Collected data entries
━━━━━━━━━━━━━━━━━━━━

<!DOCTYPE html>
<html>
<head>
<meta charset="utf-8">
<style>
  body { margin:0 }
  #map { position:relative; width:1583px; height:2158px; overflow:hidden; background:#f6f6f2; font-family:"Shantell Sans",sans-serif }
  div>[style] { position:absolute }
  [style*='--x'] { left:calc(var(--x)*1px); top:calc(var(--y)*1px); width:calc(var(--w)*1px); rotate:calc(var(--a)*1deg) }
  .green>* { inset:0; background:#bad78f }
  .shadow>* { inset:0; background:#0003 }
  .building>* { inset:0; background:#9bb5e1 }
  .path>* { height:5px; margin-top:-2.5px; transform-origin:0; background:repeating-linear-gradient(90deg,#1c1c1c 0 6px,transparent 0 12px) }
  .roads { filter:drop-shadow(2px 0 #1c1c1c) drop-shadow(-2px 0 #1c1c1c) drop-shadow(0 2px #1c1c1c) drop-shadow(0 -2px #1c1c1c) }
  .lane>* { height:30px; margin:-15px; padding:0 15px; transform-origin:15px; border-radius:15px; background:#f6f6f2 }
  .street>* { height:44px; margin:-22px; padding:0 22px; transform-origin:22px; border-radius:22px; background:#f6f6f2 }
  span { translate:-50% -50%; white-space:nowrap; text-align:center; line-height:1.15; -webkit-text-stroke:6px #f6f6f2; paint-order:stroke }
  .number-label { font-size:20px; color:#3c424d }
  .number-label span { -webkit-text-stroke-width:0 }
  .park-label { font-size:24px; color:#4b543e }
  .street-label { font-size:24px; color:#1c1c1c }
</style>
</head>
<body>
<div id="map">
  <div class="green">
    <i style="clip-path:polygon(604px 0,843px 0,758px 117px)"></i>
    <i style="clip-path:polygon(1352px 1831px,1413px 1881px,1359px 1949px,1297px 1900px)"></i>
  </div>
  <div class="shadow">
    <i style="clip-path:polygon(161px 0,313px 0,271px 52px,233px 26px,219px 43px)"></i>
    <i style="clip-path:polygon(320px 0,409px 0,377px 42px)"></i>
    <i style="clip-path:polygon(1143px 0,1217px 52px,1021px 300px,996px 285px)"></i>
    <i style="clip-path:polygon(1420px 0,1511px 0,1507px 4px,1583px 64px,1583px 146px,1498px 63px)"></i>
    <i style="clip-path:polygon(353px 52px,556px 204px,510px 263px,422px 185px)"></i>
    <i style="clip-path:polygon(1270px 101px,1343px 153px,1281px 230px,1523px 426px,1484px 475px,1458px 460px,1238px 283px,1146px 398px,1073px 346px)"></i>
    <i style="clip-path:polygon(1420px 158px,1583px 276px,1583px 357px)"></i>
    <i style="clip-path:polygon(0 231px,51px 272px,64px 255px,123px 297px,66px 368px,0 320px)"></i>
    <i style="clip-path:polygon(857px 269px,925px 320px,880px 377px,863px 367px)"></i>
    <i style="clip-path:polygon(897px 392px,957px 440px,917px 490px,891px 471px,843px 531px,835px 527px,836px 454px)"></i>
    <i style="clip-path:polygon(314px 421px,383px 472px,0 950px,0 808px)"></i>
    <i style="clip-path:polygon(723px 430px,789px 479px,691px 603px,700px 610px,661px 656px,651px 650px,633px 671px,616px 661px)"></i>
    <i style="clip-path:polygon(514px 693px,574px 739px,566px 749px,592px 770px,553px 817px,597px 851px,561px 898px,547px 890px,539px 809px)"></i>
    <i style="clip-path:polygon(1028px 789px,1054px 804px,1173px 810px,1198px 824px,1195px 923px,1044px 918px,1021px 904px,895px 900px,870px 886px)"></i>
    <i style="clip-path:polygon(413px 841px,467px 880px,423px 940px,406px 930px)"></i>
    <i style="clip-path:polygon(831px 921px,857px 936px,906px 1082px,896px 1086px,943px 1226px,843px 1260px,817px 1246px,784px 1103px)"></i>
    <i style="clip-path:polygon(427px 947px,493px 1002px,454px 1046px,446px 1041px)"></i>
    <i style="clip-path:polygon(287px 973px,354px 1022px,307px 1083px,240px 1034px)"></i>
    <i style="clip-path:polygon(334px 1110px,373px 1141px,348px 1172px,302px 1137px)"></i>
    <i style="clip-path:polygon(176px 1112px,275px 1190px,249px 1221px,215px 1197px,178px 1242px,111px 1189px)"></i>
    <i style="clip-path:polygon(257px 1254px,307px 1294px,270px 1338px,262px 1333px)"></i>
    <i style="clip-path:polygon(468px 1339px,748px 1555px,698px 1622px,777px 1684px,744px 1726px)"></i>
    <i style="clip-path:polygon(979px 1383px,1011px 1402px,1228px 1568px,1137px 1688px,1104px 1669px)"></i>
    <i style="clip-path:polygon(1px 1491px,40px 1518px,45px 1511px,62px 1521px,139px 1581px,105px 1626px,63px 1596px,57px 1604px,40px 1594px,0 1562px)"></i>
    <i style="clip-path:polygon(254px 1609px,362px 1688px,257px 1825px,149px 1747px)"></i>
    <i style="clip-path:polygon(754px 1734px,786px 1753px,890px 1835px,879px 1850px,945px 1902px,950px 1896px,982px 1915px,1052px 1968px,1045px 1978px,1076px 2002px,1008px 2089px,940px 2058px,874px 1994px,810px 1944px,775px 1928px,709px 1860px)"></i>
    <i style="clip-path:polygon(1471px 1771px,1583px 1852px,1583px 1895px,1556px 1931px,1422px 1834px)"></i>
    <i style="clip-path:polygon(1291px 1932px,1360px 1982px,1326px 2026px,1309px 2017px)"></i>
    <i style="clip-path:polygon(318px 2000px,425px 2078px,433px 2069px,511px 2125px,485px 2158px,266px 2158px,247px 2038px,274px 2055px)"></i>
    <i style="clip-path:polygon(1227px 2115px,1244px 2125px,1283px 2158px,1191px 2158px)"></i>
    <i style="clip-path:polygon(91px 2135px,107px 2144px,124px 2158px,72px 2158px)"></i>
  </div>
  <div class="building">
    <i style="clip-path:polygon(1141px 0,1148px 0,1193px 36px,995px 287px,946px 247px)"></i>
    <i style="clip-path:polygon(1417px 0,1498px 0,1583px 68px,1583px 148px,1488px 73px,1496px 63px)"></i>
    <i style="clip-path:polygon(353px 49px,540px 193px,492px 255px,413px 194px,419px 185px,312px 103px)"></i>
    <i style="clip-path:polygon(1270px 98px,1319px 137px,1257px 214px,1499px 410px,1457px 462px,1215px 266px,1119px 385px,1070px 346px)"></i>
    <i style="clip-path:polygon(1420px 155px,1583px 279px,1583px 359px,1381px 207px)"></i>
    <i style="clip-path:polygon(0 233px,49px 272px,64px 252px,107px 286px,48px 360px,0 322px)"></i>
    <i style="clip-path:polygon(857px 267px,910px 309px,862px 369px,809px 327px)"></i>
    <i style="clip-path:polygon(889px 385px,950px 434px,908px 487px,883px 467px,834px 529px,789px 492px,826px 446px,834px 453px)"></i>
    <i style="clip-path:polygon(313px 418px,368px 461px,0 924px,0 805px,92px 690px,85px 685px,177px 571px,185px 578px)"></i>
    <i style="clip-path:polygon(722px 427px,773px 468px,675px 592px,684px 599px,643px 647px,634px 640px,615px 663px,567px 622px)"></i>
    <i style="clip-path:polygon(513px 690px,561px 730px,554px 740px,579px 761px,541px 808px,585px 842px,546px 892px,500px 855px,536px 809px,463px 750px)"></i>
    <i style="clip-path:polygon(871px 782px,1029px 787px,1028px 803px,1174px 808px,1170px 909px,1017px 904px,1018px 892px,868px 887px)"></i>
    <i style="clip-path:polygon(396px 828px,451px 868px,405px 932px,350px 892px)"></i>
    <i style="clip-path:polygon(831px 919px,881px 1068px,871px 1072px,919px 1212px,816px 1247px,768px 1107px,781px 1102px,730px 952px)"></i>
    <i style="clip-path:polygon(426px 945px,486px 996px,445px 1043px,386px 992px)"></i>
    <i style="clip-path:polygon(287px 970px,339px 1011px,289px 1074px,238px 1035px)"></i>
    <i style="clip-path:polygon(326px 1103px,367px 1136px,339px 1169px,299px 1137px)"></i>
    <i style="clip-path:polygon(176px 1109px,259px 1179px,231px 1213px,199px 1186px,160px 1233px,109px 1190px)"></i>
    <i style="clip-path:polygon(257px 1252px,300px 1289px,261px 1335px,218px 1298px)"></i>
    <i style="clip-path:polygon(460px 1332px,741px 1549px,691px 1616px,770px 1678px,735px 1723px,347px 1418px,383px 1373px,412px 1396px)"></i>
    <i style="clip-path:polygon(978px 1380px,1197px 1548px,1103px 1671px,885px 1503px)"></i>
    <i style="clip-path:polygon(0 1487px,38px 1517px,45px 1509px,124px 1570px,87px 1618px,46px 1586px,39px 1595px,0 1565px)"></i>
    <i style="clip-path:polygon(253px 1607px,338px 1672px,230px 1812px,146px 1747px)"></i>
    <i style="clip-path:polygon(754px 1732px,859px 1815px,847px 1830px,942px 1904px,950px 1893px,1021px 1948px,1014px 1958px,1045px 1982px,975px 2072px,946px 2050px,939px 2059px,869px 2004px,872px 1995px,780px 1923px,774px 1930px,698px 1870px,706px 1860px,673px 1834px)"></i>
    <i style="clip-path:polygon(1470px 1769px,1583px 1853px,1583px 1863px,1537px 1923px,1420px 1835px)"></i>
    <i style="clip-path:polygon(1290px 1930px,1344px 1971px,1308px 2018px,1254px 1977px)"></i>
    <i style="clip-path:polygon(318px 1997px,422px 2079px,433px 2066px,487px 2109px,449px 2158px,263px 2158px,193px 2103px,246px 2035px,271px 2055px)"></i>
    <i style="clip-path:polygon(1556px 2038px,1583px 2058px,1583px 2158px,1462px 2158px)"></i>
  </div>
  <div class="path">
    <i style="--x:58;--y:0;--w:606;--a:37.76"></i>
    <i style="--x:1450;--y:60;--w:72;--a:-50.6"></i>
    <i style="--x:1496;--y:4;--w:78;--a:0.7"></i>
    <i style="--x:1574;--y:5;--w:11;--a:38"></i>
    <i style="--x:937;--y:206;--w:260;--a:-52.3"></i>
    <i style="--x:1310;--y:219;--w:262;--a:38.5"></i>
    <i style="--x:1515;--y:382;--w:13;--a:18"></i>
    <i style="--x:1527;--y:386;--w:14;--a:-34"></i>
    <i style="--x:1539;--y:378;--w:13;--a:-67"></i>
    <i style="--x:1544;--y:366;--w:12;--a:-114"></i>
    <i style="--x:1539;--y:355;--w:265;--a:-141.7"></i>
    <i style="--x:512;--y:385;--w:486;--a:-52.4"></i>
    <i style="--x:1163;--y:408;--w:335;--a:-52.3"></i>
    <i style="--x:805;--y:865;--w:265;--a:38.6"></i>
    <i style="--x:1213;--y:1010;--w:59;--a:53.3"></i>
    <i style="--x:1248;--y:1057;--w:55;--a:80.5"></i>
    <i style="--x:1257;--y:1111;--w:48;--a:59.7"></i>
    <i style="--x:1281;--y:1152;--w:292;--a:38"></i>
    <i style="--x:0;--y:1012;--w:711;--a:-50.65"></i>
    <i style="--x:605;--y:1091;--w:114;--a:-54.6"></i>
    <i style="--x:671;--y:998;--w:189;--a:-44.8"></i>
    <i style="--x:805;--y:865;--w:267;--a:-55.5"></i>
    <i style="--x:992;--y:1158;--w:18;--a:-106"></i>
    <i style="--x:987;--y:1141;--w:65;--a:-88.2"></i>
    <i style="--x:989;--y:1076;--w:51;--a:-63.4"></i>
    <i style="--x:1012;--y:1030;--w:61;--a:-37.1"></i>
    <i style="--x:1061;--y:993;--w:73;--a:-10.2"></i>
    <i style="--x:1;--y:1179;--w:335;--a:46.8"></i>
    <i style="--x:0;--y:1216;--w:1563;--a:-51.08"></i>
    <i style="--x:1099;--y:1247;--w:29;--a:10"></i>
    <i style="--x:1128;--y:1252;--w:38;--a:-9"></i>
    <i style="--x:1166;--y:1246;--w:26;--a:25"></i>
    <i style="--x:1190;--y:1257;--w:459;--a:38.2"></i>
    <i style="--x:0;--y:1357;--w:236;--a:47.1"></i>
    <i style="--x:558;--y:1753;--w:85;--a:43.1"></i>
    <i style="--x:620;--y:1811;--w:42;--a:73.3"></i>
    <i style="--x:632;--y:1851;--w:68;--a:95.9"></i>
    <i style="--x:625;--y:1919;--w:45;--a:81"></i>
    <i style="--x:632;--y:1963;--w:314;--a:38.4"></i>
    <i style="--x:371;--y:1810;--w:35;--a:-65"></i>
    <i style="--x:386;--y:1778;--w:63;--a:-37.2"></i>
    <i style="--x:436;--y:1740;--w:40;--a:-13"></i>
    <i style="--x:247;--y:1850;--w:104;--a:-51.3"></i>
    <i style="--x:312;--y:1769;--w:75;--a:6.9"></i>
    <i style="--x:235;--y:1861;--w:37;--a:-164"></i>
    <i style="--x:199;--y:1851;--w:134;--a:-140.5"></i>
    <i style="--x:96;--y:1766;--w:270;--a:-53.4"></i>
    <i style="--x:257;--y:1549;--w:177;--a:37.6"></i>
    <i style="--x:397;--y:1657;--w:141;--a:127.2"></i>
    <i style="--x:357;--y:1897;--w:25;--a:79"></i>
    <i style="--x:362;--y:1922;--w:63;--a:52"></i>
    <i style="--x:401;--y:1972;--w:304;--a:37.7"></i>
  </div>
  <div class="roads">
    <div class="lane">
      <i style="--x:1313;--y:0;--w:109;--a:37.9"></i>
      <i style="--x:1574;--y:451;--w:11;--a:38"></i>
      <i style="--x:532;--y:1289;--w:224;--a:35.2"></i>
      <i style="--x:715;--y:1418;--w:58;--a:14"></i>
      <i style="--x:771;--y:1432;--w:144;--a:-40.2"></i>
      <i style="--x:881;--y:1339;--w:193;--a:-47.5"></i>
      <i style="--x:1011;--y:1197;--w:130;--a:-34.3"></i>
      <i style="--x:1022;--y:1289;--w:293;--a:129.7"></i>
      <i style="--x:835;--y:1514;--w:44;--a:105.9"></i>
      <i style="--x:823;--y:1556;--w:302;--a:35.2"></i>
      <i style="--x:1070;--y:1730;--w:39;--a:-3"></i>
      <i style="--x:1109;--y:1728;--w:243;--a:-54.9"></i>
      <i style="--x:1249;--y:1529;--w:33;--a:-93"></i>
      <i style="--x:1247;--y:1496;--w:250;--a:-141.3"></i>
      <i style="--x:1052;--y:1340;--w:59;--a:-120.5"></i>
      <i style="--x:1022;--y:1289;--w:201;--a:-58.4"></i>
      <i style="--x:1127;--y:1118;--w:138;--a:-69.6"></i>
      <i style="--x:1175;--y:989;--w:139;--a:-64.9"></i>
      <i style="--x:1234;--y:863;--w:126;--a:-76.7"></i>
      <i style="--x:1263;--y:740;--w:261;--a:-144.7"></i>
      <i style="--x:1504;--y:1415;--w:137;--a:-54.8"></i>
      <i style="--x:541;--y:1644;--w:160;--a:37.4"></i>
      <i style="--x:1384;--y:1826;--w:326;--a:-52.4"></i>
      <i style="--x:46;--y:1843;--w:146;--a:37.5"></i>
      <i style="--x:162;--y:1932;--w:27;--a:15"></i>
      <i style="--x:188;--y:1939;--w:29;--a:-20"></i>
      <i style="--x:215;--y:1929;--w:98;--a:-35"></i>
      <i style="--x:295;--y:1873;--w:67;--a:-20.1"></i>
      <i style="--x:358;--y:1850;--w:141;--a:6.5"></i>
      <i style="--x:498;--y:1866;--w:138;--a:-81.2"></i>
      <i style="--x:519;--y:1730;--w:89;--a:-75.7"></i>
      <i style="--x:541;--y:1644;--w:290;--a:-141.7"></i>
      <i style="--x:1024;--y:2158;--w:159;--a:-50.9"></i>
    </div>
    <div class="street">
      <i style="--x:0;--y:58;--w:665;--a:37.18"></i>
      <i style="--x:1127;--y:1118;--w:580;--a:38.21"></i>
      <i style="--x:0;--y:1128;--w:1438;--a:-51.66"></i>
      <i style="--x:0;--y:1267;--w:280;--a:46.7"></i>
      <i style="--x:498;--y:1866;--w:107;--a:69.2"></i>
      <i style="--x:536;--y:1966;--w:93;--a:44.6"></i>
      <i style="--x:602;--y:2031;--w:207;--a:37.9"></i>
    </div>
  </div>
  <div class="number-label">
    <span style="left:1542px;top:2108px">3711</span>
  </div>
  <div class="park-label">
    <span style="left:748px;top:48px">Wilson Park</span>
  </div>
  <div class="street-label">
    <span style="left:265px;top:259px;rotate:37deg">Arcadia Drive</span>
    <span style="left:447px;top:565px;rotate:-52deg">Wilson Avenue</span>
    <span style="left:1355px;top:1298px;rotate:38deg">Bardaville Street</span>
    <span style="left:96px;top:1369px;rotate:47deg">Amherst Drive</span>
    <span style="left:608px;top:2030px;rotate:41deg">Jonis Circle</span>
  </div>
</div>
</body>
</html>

━━━━━━━━━━━━━━━━━━━━

Problem description
Find the lines in the entries above where "roads" occurs, and copy each of them.

Answer to this exercise
  .roads { filter:drop-shadow(2px 0 #1c1c1c) drop-shadow(-2px 0 #1c1c1c) drop-shadow(0 2px #1c1c1c) drop-shadow(0 -2px #1c1c1c) }
  <div class="roads">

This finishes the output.